Besonders in der Region Braunschweig/Wolfsburg herrscht, wie gerade in Nature publiziert, die höchste Forschungsdichte in Europa.  Das merkt man direkt, wenn man die Anzahl und Dichte außeruniversitärer Forschungseinrichtungen allein in Braunschweig anschaut. Dies ist ein sehr interaktives und inspirierendes Umfeld. Dazu gibt es in Niedersachsen die Fördermöglichkeiten des VW-Vorab/der Volkswagenstiftung, die zusätzliche Projektförderung erlauben, auch für hochriskante Projekte. Dazu kommt die enge Zusammenarbeit mit Forschungsstandorten Hannover und Göttingen. Eigentlich hat man hier alles für eine gute Systembiologie. Aber eine institutionelle stabile Förderung würde den Exzellenzprozess z.B. unseres BRICS deutlich beschleunigen. 
 

2. (Wie) Wurden und werden Sie vom Land Niedersachsen begleitet und unterstützt?
Zuerst einmal hat das Land die Hälfte der Baukosten von 25 Mio Euro des BRICS bezahlt, die andere Hälfte trug die TU Braunschweig.

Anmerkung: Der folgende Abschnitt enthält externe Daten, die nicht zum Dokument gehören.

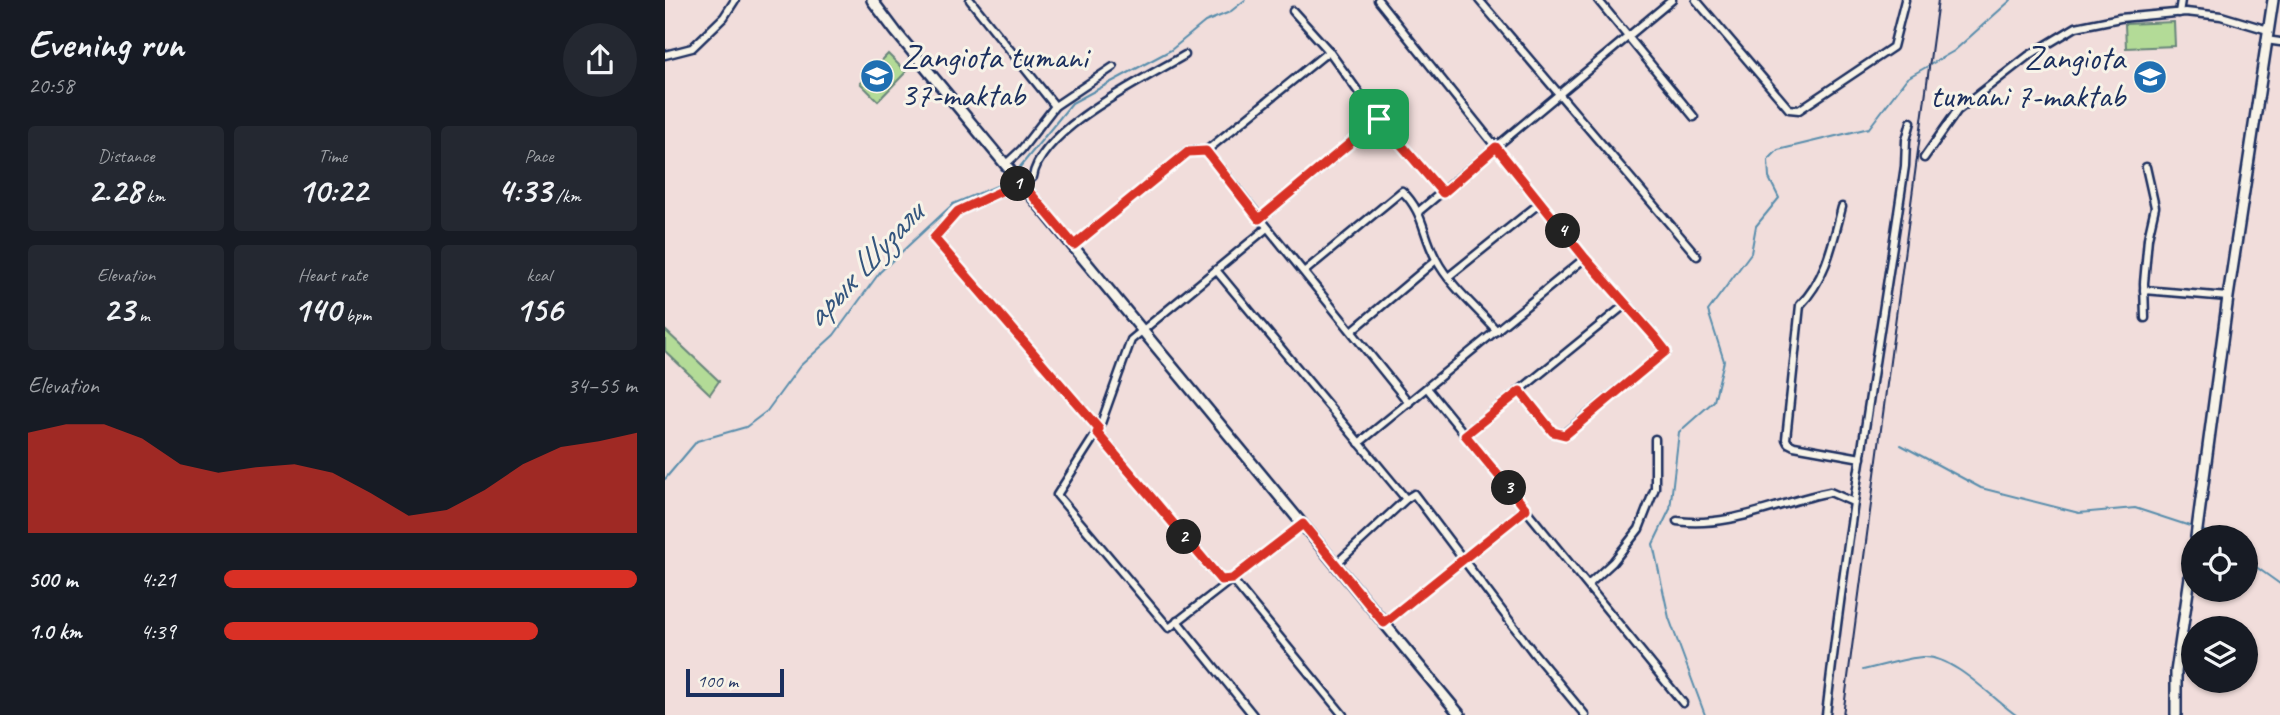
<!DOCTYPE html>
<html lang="en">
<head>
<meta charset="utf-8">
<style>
  :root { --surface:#171b24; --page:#242831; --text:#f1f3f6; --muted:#9ea1a6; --accent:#d93025 }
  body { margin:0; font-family:Caveat,sans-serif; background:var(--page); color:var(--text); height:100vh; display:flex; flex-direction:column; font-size:26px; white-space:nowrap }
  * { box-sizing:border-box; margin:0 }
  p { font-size:23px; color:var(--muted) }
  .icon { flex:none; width:38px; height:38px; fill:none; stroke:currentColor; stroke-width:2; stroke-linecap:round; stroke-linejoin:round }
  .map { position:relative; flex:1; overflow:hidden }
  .drawer { display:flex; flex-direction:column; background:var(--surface); width:665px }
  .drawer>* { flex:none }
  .buttons { position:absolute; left:1516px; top:525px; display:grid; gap:14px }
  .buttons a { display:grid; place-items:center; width:77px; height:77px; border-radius:50%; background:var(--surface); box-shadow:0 2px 5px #0004; font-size:35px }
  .scale { position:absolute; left:21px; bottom:18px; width:98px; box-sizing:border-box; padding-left:7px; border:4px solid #1b2f5e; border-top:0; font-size:19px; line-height:24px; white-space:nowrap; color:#1b2f5e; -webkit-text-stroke:5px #f7f3e8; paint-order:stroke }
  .pin { position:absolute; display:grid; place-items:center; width:60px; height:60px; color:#fff; margin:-30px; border-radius:14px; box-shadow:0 4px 10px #0006 }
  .km { position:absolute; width:35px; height:35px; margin:-18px; border-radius:50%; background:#222; color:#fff; font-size:19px; line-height:35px; text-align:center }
  .round { display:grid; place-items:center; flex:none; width:74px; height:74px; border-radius:37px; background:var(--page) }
  .summary { display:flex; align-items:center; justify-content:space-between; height:119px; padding:0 28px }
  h1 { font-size:38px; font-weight:700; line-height:52px }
  .figures { display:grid; grid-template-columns:repeat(3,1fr); gap:10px; height:119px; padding:7px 28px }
  .figures div { display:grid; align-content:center; border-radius:7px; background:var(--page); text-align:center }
  .figures b { font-size:35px; font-weight:700 }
  .figures small { font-size:19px; font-weight:400 }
  .figures p { font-size:19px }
  .chart { height:196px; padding:14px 28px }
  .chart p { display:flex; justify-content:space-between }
  .chart svg { width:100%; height:126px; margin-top:7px; fill:var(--accent); opacity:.7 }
  ul { padding:0 28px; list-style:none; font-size:23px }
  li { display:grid; grid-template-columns:112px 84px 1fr; align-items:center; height:52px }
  li i { height:18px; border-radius:9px; background:var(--accent) }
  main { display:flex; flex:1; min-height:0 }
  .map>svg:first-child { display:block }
  .green { fill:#b3db97; stroke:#67857a; stroke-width:2 }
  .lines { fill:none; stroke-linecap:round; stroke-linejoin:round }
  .stream { stroke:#588dac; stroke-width:2 }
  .street-casing { stroke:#1b2f5e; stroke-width:11 }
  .secondary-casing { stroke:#1b2f5e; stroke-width:14 }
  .street { stroke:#f7f3e8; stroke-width:6 }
  .secondary { stroke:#f7f3e8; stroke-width:9 }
  .rail { stroke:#1b2f5e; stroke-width:2 }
  .route-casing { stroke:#fff; stroke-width:14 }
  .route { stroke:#d93025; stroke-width:9 }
  .labels { text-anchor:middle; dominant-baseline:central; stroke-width:6; stroke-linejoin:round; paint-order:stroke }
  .poi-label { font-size:33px; fill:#1b2f5e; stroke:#f7f3e8; text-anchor:start }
  .water-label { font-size:35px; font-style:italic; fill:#34567e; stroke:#f7f3e8 }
</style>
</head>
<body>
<main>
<section class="drawer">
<div class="summary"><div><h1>Evening run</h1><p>20:58</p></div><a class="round"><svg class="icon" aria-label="share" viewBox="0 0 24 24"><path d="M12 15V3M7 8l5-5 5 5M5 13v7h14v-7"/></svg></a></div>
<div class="figures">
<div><p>Distance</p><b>2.28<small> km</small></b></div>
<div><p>Time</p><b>10:22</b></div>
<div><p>Pace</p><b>4:33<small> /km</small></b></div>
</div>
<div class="figures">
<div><p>Elevation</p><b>23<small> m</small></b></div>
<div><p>Heart rate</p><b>140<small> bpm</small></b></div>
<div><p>kcal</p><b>156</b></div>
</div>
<div class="chart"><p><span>Elevation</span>34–55 m</p>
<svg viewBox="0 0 160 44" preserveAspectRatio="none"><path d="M0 44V9L10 6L20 6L30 11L40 20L50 23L60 21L70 20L80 23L90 30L100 38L110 36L120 29L130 20L140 14L150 12L160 9V44z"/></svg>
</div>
<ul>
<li><b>500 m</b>4:21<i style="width:100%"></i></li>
<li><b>1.0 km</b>4:39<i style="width:76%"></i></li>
</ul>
</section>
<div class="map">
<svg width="1615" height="715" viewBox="0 0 1615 715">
  <rect width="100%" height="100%" fill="#f1dddb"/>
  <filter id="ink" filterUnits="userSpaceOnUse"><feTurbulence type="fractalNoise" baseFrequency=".0143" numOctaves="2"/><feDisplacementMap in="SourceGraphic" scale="14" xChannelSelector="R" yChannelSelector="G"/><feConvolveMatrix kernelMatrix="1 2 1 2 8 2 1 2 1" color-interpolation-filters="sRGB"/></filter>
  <g filter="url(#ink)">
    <g class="green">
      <polygon points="1509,22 1510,46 1461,48 1460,24"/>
      <polygon points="223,54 241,72 213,101 195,83"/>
      <polygon points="0,330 54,381 45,394 0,351"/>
    </g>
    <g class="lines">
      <g class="stream">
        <polyline points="350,173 407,103 506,50 540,22 565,12 580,0"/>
        <polyline points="1236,445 1316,488 1414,513 1470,508 1528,527"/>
        <polyline points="0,479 32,441 81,427 102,411 135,366 169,335 215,272 288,204 339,183 346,177"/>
        <polyline points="1537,530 1551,537"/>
        <polyline points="1580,559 1615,584"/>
        <path d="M1198 670C1218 666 1239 658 1258 657 1288 655 1328 699 1351 715"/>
        <polyline points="1040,715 1004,618 988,544 1005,509 1014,432 1049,401 1059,361 1043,311 1086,253 1091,226 1114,198 1104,178 1103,160 1113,150 1204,128 1242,78 1289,51 1346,0"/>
      </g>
      <g class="street-casing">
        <g id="street">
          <polyline points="305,0 390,106"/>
          <polyline points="713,0 920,258 990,336 1001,351 899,434 888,432 855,391"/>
          <polyline points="814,0 1032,256"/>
          <polyline points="933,0 1029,117"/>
          <polyline points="1031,0 1124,109 1134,110 1228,47 1240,0"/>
          <polyline points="628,11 664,51 705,108 778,193"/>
          <polyline points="1514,13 1516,0"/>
          <polyline points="1601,40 1615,42"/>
          <polyline points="0,55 27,48 59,17 70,0"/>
          <polyline points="541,151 744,403"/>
          <polyline points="1259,158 1292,111 1363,56 1411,27 1455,18 1521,12 1556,16 1603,30"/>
          <polyline points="341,164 356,150 390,106 448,67"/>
          <polyline points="357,182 293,211 269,238 434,429"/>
          <path d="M359 185 368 177C375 129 481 78 520 55"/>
          <path d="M1177 207C1168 242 1161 279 1135 305L1121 439 1123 443 1129 446 1196 458"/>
          <polyline points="753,212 1007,0"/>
          <polyline points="595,219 714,119"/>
          <polyline points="602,228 466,340 434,429 392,495 504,628 638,524"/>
          <polyline points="409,245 523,152 541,151 664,51"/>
          <polyline points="551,270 741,499"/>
          <path d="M640 271 737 191C759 212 757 233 771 259 785 286 812 308 832 331"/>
          <polyline points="783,277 875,203"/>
          <polyline points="1479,290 1563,297"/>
          <polyline points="1480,318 1479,283 1483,238 1490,207 1481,167"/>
          <polyline points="687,331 771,260"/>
          <polyline points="762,388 1018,703"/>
          <polyline points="432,433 556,580 567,579 678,715"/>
          <polyline points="800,435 961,304"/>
          <polyline points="694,443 920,258"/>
          <path d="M1012 521C1066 528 1114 502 1165 492L1188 502"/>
          <polyline points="671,564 741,499 749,494 868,652 920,715"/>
          <polyline points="923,585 948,562 974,529 990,488 990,439"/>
          <polyline points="512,621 588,715"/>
          <polyline points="719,623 861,509"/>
          <path d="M1161 715C1182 531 1213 349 1240 166L1241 140 1246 122"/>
        </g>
      </g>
      <g class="secondary-casing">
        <g id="secondary">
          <polyline points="207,0 231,32 795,715"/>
          <polyline points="1531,537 1563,297 1608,0"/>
          <polyline points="1511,715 1511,672 1528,557"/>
        </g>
      </g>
      <use href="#street" class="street"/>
      <use href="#secondary" class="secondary"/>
      <polyline class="rail" points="1178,715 1273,0"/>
    </g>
  </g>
  <g class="lines" filter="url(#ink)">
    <g class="route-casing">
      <polygon id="route" points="714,119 778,193 831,147 920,258 990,337 1001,351 900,435 888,432 855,391 800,435 861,509 719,623 638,524 567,579 556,580 432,433 434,429 269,238 293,211 356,182 409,245 523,152 541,151 594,219"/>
    </g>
    <use href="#route" class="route"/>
  </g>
  <defs>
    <g id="school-disc" transform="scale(1.75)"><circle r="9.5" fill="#1f6fb2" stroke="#f7f3e8"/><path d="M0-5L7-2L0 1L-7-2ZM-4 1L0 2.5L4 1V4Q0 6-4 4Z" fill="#fff"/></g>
  </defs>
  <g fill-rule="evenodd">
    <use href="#school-disc" x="212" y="76"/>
    <use href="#school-disc" x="1485" y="77"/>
  </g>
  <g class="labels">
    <g class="poi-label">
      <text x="236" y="57">Zangiota tumani<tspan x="236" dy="38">37-maktab</tspan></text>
      <text x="1460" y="58" text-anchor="end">Zangiota<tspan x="1460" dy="38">tumani 7-maktab</tspan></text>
    </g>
    <g class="water-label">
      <text transform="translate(198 265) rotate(-47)">арык Шузали</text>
    </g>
  </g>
</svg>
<div class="buttons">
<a><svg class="icon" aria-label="locate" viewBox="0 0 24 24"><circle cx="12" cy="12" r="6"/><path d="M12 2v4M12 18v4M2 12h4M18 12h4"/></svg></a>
<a><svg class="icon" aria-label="layers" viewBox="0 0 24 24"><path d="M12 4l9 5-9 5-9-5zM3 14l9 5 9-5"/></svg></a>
</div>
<div class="scale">100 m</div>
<div class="pin" style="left:714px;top:119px;background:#1e9e55"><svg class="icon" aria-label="arrive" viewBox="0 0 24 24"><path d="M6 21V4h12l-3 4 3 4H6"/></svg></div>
<b class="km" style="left:353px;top:184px">1</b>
<b class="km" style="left:519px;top:537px">2</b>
<b class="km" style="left:844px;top:488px">3</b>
<b class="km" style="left:898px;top:231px">4</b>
</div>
</main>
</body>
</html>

Das MWK hat größere Forschungsverbünde, wie z.B. CDInfect über viele Jahre gefördert und so deutliche Fortschritte im BRICS erlaubt. Weiterhin wurden Berufungen von exzellenten Wissenschaftler/innen direkt vom MKW unterstützt.
 

3. Was verbinden Sie beruflich wie privat besonders mit Niedersachsen? Was schätzen Sie an Niedersachsen besonders?
Wir sind beide geborene Niedersächsinnen, die sich nach einiger Zeit außerhalb Niedersachsens mit Kindern in diesem Bundesland und insbesondere im Raum Braunschweig/Wolfenbüttel sehr wohl fühlen. Wir schätzen beide, dass uns hier die Möglichkeit geboten wurde, Kinder und Wissenschaft miteinander zu verbinden und individuell unsere Vorstellungen realisieren zu können. Die große Dichte an Forschungsinstituten bietet dabei ein fantastisches Umfeld ohne lange Wege.